* **Work instructions**: This calls for a verbatim copy of all the data, with no images carried over.

(Stored data entries)
◇ ◇ ◇ ◇ ◇
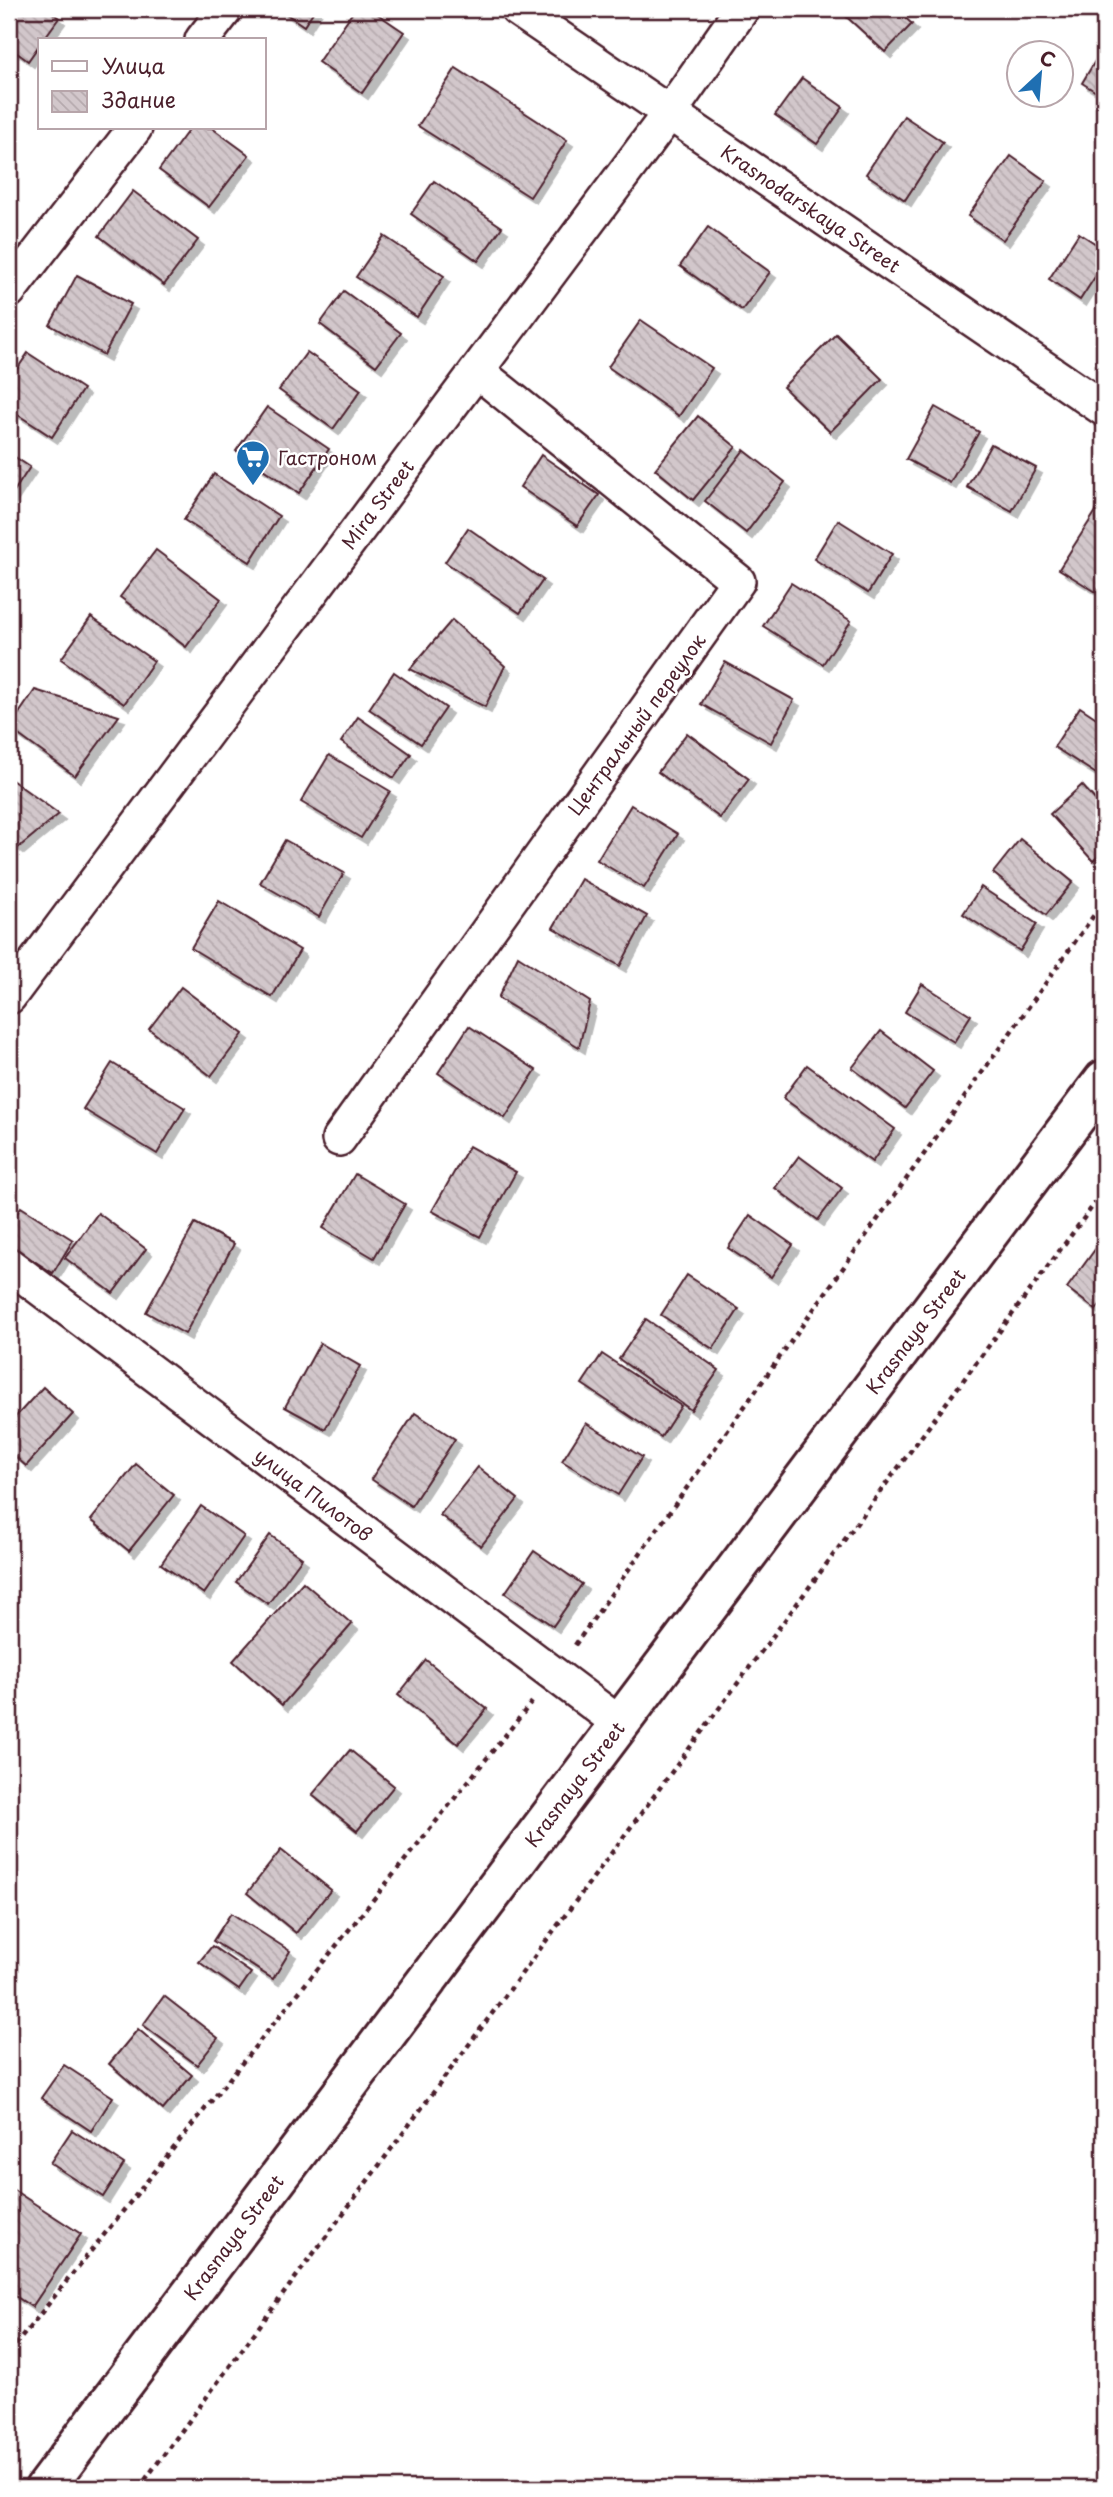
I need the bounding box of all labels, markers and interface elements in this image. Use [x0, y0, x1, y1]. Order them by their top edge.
legend [38, 38, 266, 130]
north arrow [1004, 38, 1074, 108]
text: С [1035, 42, 1060, 74]
text: Улица [102, 49, 165, 81]
text: Здание [102, 83, 176, 115]
street label: Krasnodarskaya Street [716, 137, 907, 279]
supermarket icon: Гастроном [234, 438, 272, 487]
place label: Гастроном [278, 443, 377, 471]
street label: Mira Street [334, 453, 420, 555]
street label: Центральный переулок [561, 627, 712, 820]
street label: Krasnaya Street [858, 1262, 972, 1400]
street label: улица Пилотов [250, 1441, 379, 1547]
street label: Krasnaya Street [517, 1715, 631, 1853]
street label: Krasnaya Street [176, 2168, 290, 2306]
◇ ◇ ◇ ◇ ◇
* **Written reply**:
I need the bounding box of all labels, markers and interface elements in this image. Use [x0, y0, x1, y1]. Order them by their top edge.
legend [38, 38, 266, 130]
north arrow [1004, 38, 1074, 108]
text: С [1035, 42, 1060, 74]
text: Улица [102, 49, 165, 81]
text: Здание [102, 83, 176, 115]
street label: Krasnodarskaya Street [716, 137, 907, 279]
supermarket icon: Гастроном [234, 438, 272, 487]
place label: Гастроном [278, 443, 377, 471]
street label: Mira Street [334, 453, 420, 555]
street label: Центральный переулок [561, 627, 712, 820]
street label: Krasnaya Street [858, 1262, 972, 1400]
street label: улица Пилотов [250, 1441, 379, 1547]
street label: Krasnaya Street [517, 1715, 631, 1853]
street label: Krasnaya Street [176, 2168, 290, 2306]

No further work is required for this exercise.